Chen Jitong, Wang DeLiang
Department of Computer Science and Engineering, The Ohio State University, Columbus, Ohio 43210, USA.
J Acoust Soc Am. 2017 Jun;141(6):4705. doi: 10.1121/1.4986931.
Speech separation can be formulated as learning to estimate a time-frequency mask from acoustic features extracted from noisy speech. For supervised speech separation, generalization to unseen noises and unseen speakers is a critical issue. Although deep neural networks (DNNs) have been successful in noise-independent speech separation, DNNs are limited in modeling a large number of speakers. To improve speaker generalization, a separation model based on long short-term memory (LSTM) is proposed, which naturally accounts for temporal dynamics of speech.

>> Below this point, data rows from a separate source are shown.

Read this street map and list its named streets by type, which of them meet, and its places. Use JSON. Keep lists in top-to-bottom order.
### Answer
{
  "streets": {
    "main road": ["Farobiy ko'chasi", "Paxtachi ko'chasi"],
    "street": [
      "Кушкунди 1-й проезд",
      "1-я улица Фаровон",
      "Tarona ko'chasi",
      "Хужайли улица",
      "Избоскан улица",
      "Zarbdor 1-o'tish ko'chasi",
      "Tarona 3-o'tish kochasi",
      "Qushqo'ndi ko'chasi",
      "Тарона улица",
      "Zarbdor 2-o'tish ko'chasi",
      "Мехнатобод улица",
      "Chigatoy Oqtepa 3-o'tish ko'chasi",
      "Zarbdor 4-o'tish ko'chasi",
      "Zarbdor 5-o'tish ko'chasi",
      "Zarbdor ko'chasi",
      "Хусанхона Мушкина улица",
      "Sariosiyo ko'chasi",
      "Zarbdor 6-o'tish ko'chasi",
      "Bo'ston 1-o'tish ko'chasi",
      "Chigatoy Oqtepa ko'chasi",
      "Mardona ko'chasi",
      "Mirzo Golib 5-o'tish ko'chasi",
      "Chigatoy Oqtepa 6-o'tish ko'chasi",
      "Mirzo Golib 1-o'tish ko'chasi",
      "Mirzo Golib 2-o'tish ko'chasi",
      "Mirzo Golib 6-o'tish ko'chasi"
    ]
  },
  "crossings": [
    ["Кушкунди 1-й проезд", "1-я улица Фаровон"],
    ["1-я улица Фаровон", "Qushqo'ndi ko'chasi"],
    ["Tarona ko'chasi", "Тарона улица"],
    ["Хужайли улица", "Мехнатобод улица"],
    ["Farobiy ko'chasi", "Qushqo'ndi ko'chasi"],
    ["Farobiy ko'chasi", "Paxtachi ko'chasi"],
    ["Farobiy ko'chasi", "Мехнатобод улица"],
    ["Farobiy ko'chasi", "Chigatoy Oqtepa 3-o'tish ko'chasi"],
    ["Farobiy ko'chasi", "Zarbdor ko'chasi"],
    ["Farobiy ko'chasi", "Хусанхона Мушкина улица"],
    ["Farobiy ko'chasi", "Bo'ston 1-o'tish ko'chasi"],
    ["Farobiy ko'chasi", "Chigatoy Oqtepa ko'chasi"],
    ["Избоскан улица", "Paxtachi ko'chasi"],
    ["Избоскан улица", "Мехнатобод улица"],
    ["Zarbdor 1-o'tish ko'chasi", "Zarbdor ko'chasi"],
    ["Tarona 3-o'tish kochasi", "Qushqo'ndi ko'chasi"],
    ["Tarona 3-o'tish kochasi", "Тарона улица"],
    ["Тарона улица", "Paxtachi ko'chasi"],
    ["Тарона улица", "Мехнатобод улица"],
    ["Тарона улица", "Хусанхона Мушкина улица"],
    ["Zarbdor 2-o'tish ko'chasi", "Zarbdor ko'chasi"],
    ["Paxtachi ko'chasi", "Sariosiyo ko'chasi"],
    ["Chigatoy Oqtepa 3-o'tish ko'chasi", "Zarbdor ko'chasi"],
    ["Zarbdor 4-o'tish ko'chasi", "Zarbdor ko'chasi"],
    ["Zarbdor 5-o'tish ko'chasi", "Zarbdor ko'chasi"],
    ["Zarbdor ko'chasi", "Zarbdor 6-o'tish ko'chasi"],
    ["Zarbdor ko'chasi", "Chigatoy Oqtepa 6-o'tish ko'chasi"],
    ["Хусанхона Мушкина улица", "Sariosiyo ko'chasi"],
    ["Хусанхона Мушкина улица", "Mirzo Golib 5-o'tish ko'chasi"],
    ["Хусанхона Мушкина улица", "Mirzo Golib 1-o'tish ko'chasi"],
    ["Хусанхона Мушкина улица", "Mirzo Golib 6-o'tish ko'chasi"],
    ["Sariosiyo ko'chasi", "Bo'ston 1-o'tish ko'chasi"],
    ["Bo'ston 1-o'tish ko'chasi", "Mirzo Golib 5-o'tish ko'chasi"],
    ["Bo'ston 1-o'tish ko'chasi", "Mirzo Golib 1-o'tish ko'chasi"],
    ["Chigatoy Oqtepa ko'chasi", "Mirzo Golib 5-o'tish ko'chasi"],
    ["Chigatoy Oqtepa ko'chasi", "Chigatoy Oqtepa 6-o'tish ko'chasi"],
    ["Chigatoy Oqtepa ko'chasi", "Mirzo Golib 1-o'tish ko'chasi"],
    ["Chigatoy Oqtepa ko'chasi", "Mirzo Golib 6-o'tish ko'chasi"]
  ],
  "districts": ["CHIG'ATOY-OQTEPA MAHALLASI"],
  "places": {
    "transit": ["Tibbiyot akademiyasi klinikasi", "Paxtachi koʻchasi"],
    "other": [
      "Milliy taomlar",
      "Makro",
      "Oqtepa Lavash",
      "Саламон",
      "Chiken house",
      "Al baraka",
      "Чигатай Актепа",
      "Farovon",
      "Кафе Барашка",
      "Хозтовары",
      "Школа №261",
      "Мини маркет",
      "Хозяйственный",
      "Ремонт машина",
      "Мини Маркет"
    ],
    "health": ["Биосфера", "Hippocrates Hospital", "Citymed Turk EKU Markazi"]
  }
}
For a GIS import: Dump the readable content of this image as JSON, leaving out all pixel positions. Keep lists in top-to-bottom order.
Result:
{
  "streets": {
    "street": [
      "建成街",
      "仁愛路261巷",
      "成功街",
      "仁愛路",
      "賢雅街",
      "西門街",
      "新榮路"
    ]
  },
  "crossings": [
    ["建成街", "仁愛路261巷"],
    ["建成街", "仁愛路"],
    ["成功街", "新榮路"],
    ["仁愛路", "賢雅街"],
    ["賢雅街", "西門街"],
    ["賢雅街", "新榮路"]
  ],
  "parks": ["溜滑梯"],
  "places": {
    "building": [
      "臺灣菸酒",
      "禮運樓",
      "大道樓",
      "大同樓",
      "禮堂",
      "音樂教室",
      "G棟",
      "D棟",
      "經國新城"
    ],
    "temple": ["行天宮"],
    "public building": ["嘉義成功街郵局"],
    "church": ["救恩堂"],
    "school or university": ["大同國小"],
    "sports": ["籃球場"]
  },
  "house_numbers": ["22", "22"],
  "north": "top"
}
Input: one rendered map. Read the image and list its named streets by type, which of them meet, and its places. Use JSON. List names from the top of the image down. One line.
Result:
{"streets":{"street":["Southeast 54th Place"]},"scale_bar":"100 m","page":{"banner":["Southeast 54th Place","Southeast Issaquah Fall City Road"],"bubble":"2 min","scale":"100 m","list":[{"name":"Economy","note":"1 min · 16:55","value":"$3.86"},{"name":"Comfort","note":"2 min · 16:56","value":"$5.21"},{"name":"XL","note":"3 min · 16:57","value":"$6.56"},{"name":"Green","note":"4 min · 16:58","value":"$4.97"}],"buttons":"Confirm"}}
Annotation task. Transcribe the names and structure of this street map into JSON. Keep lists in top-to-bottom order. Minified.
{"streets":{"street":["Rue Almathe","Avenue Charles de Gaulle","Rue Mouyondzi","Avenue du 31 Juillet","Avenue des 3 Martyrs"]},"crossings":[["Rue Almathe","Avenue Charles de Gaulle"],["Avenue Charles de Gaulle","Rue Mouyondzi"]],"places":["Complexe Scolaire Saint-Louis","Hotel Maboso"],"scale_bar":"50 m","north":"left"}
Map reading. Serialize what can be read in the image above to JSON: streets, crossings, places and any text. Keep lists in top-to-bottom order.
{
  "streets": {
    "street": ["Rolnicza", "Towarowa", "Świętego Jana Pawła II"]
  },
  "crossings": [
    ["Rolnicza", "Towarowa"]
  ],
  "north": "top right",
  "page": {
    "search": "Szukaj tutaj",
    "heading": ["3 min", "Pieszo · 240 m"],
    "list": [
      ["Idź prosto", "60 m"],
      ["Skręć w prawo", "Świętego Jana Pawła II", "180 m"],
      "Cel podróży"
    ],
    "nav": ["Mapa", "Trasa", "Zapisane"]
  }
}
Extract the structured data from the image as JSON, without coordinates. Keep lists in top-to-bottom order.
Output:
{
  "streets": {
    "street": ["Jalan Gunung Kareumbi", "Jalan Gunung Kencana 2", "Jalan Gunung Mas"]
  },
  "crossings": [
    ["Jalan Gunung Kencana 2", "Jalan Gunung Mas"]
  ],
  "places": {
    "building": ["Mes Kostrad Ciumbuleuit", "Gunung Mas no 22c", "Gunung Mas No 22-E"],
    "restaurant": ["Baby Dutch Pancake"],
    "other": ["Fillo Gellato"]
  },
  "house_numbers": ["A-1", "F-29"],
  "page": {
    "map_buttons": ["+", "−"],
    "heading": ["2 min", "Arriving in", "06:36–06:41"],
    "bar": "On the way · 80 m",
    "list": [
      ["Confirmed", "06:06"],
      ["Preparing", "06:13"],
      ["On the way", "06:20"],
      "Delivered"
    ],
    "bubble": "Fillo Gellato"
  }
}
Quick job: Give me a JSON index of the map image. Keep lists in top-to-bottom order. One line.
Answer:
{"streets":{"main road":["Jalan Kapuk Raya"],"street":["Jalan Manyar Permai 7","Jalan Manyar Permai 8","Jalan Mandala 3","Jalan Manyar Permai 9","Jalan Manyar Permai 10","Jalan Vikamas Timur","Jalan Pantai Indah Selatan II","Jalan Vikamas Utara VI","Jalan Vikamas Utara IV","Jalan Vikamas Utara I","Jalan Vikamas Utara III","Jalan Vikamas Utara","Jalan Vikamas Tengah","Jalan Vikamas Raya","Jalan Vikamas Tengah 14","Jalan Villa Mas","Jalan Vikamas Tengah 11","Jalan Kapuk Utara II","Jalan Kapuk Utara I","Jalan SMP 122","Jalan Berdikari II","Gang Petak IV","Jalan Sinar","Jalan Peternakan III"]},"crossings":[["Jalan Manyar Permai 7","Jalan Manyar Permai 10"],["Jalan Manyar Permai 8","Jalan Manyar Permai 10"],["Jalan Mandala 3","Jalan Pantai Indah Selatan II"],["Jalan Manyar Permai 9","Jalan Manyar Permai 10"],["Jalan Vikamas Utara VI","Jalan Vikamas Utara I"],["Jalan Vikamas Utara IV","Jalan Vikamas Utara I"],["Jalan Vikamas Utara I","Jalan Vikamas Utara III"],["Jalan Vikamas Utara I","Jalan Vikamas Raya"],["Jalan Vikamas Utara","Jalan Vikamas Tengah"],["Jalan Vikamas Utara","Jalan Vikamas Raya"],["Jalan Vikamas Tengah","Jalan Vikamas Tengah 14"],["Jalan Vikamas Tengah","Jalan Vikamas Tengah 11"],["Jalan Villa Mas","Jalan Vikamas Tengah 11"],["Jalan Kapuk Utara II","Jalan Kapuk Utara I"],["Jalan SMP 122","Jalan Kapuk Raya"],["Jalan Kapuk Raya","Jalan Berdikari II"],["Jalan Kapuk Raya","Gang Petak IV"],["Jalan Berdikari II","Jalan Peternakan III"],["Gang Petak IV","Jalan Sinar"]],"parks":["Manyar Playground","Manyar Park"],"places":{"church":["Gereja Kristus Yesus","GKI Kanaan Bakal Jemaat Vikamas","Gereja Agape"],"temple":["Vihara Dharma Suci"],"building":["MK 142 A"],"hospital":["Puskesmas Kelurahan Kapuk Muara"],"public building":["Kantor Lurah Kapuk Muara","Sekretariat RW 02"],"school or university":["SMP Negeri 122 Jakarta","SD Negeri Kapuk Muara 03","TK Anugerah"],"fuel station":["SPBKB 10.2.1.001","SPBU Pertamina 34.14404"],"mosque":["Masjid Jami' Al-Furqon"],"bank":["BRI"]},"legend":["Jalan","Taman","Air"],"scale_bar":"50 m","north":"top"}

Systematic evaluation shows that the proposed model substantially outperforms a DNN-based model on unseen speakers and unseen noises in terms of objective speech intelligibility. Analyzing LSTM internal representations reveals that LSTM captures long-term speech contexts. It is also found that the LSTM model is more advantageous for low-latency speech separation and it, without future frames, performs better than the DNN model with future frames. The proposed model represents an effective approach for speaker- and noise-independent speech separation.
语音分离可以被表述为学习从有噪声语音中提取的声学特征来估计时频掩码。对于有监督的语音分离,泛化到未见过的噪声和未见过的说话者是一个关键问题。尽管深度神经网络(DNN)在与噪声无关的语音分离方面取得了成功,但DNN在对大量说话者进行建模时存在局限性。为了提高说话者泛化能力,提出了一种基于长短期记忆(LSTM)的分离模型,该模型自然地考虑了语音的时间动态。系统评估表明,在客观语音可懂度方面,所提出的模型在未见过的说话者和未见过的噪声上显著优于基于DNN的模型。对LSTM内部表示的分析表明,LSTM捕捉到了长期语音上下文。还发现LSTM模型在低延迟语音分离方面更具优势,并且在没有未来帧的情况下,其性能优于有未来帧的DNN模型。所提出的模型代表了一种用于与说话者和噪声无关的语音分离的有效方法。